- 515 Okunma
- 1 Yorum
- 0 Beğeni
TIRNAK ÇOCUK- 18
Hüseyin Usta, sabah uyandığında kararını verdi. Ne gele geleydi. Uzun zamandır karısız kalacak değildi ya. En iyisi mi Çinçin Mahallesinde soluğu alıp ilk aşkı Gülbahar’ı bulmaktı. Ondan hatıra olarak siyah beyaz bir fotoğrafı kalmıştı. Fotoğrafının bir kenarı da yırtıktı. Şeş kaza biraz daha yırtılmış olsaydı Gülbahar’ın sağ gözü hepten yitecekti. Hiç tek gözlü Gülbahar olur muydu. Ama olsun be. Onun tek gözlü olmasına bile razı olur, hatta ayaklarının altında bile pas pas olurdu. Neydi o günler... Gençlik gibisi var mıydı. Gülbahar’ın mahallesinde badana boya işi yaparken rastlamıştı ona. Nasıl da ceylan gibi sekerek yürüyordu. Bakışları çakışır çakışmaz sanki bacaklarının yağı erimiş, bulunduğu yere çakılmıştı. Gülbahar da öyle olmuştu. Bakkaldan ekmek aldığı poşet elinden düşünce ekmekler yere yuvarlanmıştı. Yardım olsun diye ekmekleri toplarken saymış, tamı tamına on taneydi. Düğün değil bayram değil bu kadar ekmekler neyin nesiydi.
“ Misafiriniz mi var? “
“ Yokk, niye öyle dedin ki? “
“ Bu kadar ekmeği görünce…”
Gülbahar, gülmüştü.
“ Biz on gardaşız da. Adam başı bir somun yeriz.”
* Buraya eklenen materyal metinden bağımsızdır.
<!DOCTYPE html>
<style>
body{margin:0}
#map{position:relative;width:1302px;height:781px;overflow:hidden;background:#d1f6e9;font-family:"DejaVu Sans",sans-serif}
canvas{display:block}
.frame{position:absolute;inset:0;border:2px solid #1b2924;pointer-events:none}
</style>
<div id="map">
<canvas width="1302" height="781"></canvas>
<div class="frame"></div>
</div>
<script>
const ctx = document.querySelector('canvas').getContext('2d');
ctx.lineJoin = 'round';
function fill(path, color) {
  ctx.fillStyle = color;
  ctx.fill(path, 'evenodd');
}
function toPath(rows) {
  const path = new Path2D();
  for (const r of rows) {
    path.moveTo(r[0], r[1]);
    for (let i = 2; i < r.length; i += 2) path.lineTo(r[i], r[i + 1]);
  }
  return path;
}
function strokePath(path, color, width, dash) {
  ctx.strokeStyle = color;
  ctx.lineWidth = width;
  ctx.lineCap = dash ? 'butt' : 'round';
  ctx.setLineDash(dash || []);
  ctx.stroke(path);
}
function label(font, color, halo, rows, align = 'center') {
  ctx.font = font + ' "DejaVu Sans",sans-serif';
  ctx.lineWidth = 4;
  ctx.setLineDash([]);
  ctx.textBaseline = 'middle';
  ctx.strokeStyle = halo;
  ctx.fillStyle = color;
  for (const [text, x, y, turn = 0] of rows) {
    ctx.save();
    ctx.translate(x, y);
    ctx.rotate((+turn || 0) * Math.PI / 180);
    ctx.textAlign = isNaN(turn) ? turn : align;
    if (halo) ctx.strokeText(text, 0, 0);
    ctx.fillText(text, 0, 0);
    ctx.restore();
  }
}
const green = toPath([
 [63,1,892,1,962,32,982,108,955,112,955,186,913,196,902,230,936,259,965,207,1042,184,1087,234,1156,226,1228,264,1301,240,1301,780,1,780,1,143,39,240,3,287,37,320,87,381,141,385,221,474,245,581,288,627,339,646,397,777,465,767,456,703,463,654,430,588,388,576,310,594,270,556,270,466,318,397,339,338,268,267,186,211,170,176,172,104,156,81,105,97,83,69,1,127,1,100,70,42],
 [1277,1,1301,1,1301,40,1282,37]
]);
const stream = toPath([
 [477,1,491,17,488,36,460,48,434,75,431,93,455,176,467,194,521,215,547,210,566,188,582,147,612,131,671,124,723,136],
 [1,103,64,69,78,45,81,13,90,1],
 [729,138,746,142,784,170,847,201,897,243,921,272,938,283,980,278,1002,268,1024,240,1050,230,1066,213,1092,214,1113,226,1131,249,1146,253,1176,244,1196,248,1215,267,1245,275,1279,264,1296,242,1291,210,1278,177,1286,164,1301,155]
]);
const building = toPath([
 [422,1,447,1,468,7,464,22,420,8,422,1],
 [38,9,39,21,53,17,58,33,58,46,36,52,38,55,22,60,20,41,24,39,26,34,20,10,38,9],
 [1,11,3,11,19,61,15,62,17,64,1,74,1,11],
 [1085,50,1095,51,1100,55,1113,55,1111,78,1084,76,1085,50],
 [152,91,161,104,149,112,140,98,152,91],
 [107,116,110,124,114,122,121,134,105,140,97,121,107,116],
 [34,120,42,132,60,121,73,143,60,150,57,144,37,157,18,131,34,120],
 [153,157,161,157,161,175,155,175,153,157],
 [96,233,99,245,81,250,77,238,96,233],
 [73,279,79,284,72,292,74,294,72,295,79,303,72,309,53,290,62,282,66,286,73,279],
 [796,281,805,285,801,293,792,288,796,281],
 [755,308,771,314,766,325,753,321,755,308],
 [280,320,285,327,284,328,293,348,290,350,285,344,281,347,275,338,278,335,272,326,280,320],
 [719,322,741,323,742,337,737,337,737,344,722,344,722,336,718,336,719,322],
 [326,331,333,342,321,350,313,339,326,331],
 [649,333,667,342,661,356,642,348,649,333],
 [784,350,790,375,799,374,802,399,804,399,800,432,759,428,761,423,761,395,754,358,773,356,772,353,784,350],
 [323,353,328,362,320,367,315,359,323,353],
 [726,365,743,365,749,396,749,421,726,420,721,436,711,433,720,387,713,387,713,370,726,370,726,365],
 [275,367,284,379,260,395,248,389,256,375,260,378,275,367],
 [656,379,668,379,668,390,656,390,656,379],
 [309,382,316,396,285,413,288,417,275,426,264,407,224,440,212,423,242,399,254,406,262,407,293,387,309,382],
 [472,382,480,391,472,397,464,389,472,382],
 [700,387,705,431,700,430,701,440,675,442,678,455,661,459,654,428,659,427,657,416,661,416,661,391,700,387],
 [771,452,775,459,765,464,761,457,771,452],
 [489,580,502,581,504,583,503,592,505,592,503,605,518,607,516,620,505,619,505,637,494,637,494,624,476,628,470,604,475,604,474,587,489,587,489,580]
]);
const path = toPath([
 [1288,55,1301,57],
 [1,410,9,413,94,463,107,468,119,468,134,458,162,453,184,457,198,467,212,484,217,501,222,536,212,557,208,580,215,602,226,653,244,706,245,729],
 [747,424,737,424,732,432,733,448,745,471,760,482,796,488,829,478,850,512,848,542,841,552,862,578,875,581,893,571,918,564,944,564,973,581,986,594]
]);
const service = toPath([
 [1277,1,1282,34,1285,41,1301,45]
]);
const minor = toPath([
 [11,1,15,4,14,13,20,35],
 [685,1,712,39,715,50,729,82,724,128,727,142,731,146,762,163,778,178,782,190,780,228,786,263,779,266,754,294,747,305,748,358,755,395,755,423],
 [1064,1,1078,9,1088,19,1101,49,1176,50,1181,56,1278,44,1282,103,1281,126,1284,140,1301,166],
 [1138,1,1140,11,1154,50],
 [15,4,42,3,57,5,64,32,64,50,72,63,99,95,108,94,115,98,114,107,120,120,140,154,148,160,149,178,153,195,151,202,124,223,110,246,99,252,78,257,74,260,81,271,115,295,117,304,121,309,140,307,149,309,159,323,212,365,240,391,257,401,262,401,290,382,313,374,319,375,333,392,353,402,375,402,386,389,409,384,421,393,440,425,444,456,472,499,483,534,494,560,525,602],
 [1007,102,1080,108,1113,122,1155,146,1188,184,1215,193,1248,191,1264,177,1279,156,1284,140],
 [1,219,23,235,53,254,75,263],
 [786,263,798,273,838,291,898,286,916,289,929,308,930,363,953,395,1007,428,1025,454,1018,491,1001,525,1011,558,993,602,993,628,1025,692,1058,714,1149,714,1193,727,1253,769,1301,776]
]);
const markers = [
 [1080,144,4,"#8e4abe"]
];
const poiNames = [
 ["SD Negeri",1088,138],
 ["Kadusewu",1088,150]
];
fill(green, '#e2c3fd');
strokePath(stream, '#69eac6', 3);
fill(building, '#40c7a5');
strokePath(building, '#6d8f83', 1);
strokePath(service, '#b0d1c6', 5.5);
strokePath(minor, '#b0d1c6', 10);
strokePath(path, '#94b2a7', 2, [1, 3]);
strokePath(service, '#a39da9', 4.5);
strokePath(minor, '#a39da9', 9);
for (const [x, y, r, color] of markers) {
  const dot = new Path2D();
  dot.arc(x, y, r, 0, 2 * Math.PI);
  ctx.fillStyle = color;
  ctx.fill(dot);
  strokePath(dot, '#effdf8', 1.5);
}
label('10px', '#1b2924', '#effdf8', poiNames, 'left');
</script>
Gülüşünde samimiyet vardı Gülbahar’ın.
Besmele çekip yataktan kalkacak yerde Gülbahar sesiyle inletti evin içerisini. İki kardeş de uyanmışlar, sofrayı hazırlıyorlardı. Dün akşam erken yattıkları için bugün yataktan sabah ezanıyla birlikte uyanmışlardı iki kardeş. Sağa sola dönüp zaman öldürmüşlerdi ya yine de yataktan fırlamışlardı. Yollar buza çektiği gibi karın dineceği de yoktu. Lapa lapa yağmaya devam ediyordu. Okullar da tatil edilmişti. Çocuklara gün doğmuştu âdeta. Çırılçıplak ayaklarıyla kızak kayıyorlar, kar topu oynayıp, kardanadam yapıyorlardı. İki kardeş; Cesur, Celil Ustalar, çocukluk günlerine dönmeye karar vermişlerdi. Kızak yapıp, akşama kadar kayacaklardı, mahallenin çocuklarıyla. Kahveye gitseler; oyun oynarken çay içecekler dünyanın masraflarını yapacaklardı. Kahvede millet tetikte bekliyorlardı. Yeni gelin gibi sandalyelerde oturup süzülürlerken sırtlanlar gibi çökecek leş bekliyorlardı. Onların leşleri, masalardaki kareyi tamamlayan oyun hastalarıydı. Yeter ki oyun için masaya otursunlardı, Hemen selâm verip yanlarına ilişiyor, oyunlarını seyretme bahanesiyle beleşten çay içmeye devam ediyorlardı.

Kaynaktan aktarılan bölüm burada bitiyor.